Казак налетел с разгона, поднял плеть, но узнав знаменитого певца, растерялся, с беспомощным видом оглянулся на тарантас попечителя.

Скачущие позади тарантаса казаки по приказу знатного ездока пришпорили лошадей, понеслись наметом на пригорок, но разом осадили коней — у кого же поднимется рука на Буранбая?!

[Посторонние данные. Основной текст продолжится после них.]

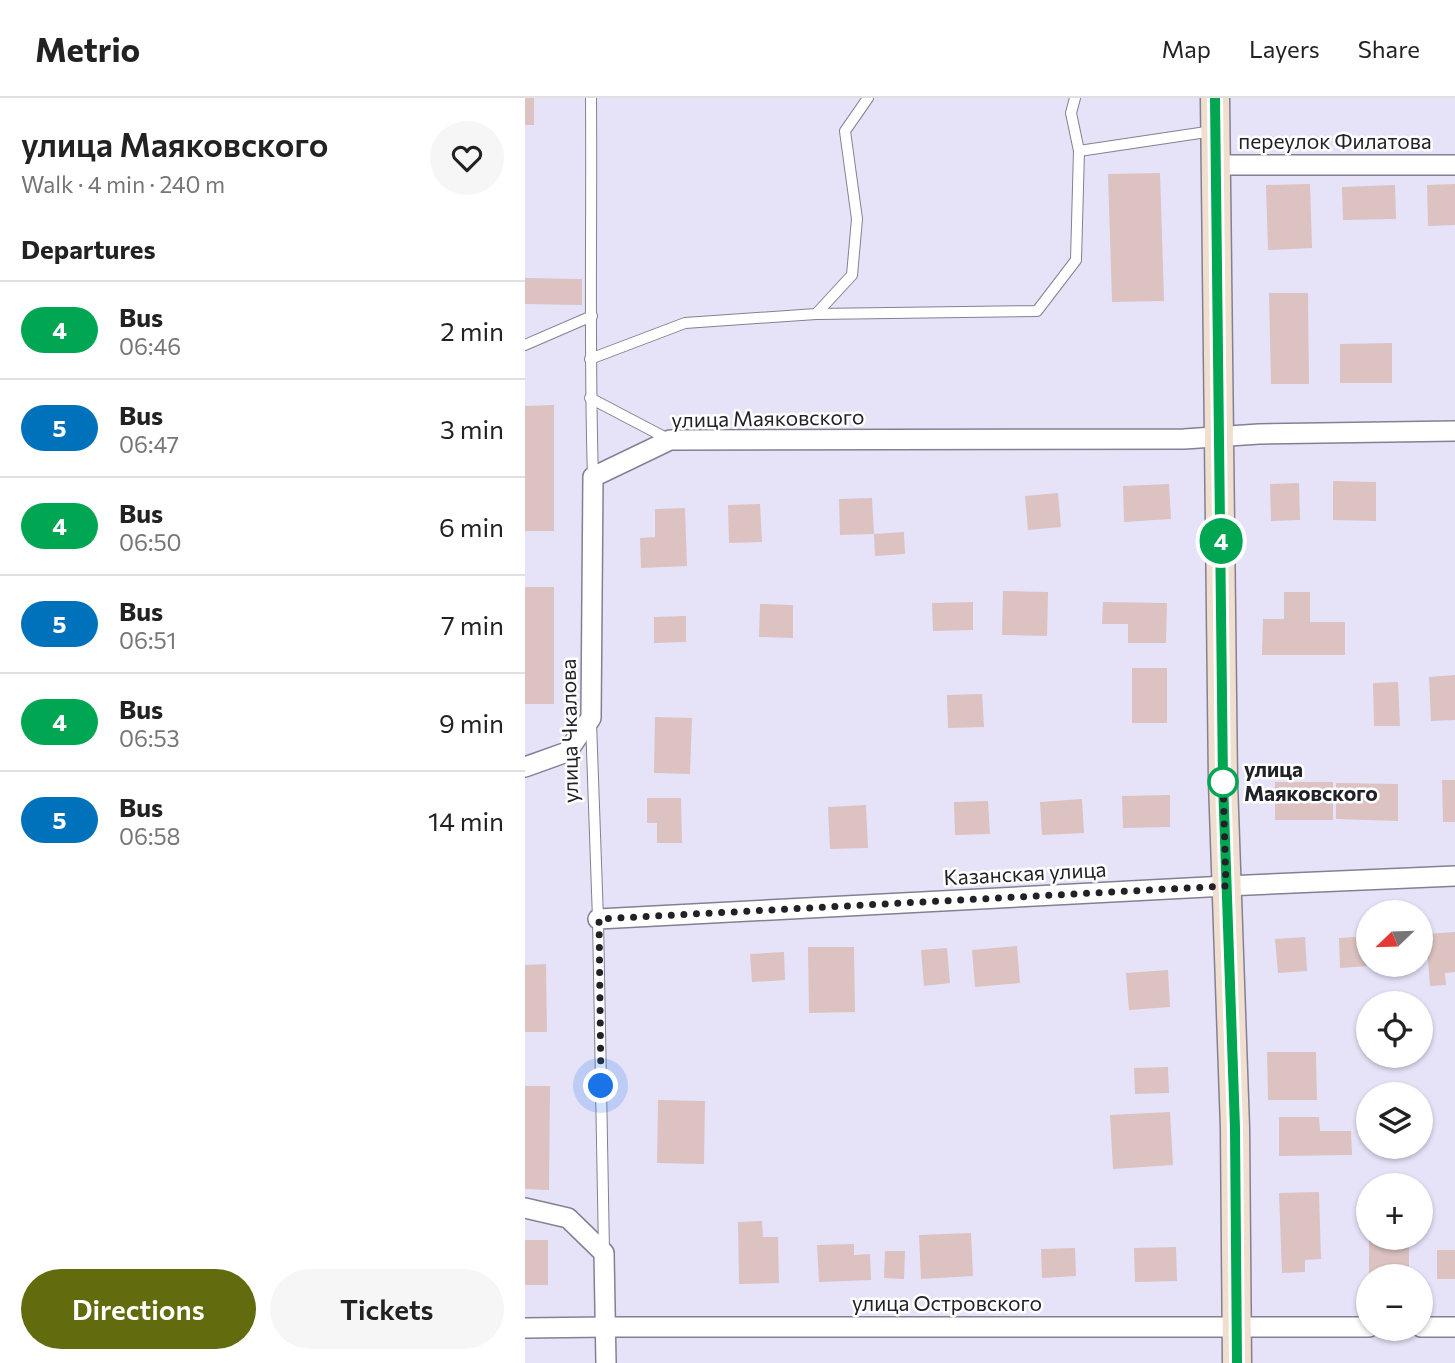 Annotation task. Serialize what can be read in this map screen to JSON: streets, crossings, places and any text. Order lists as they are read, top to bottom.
{
  "streets": {
    "street": [
      "переулок Филатова",
      "улица Маяковского",
      "улица Чкалова",
      "Казанская улица",
      "улица Островского"
    ]
  },
  "crossings": [
    ["улица Маяковского", "улица Чкалова"],
    ["улица Чкалова", "Казанская улица"],
    ["улица Чкалова", "улица Островского"]
  ],
  "places": ["улица Маяковского"],
  "lines": ["bus line 4"],
  "north": "bottom left",
  "page": {
    "header": "Metrio",
    "nav": ["Map", "Layers", "Share"],
    "heading": [
      ["улица Маяковского", "Walk · 4 min · 240 m"],
      "Departures"
    ],
    "on_map": "4",
    "list": [
      {
        "mark": "4",
        "name": "Bus",
        "note": "06:46",
        "value": "2 min"
      },
      {
        "mark": "5",
        "name": "Bus",
        "note": "06:47",
        "value": "3 min"
      },
      {
        "mark": "4",
        "name": "Bus",
        "note": "06:50",
        "value": "6 min"
      },
      {
        "mark": "5",
        "name": "Bus",
        "note": "06:51",
        "value": "7 min"
      },
      {
        "mark": "4",
        "name": "Bus",
        "note": "06:53",
        "value": "9 min"
      },
      {
        "mark": "5",
        "name": "Bus",
        "note": "06:58",
        "value": "14 min"
      }
    ],
    "map_buttons": ["+", "−"],
    "buttons": ["Directions", "Tickets"]
  }
}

— Чего там встали? Гони их нагайками с дороги, — не глядя рявкнул Филатов.

— Помилуйте, ваше благородие, да разве ж мы посмеем!.. — сказал оренбургский казак.

Филатов приподнялся кряхтя в тарантасе, узнал Буранбая и заставил себя скрипуче рассмеяться в бороду.

— А-а-а!.. Кураист его превосходительства!.. Куда путь держите? Домой? Садитесь рядом, прошу, довезу с разговорами, а во фляжке водка…

— Рахмат! — кивнул Буранбай. — Спасибо… Да верхом-то по этой распутице легче пробираться. И опять же я не один, — он указал на Ишмуллу.

— Ну твоего ординарца я в тарантас не возьму, — грубо заявил Филатов.

— Он не ординарец и не денщик, а герой Отечественной воины, — с уважением произнес Буранбай. — Знаменитый кураист!

— А все ж не их благородие, — насупился, засопел Филатов.

Буранбаю не хотелось пререкаться с попечителем, он передал повод своего иноходца Ишмулле и прямо с седла перелез в тарантас, потеснив развалившегося вольно Ивана Ивановича.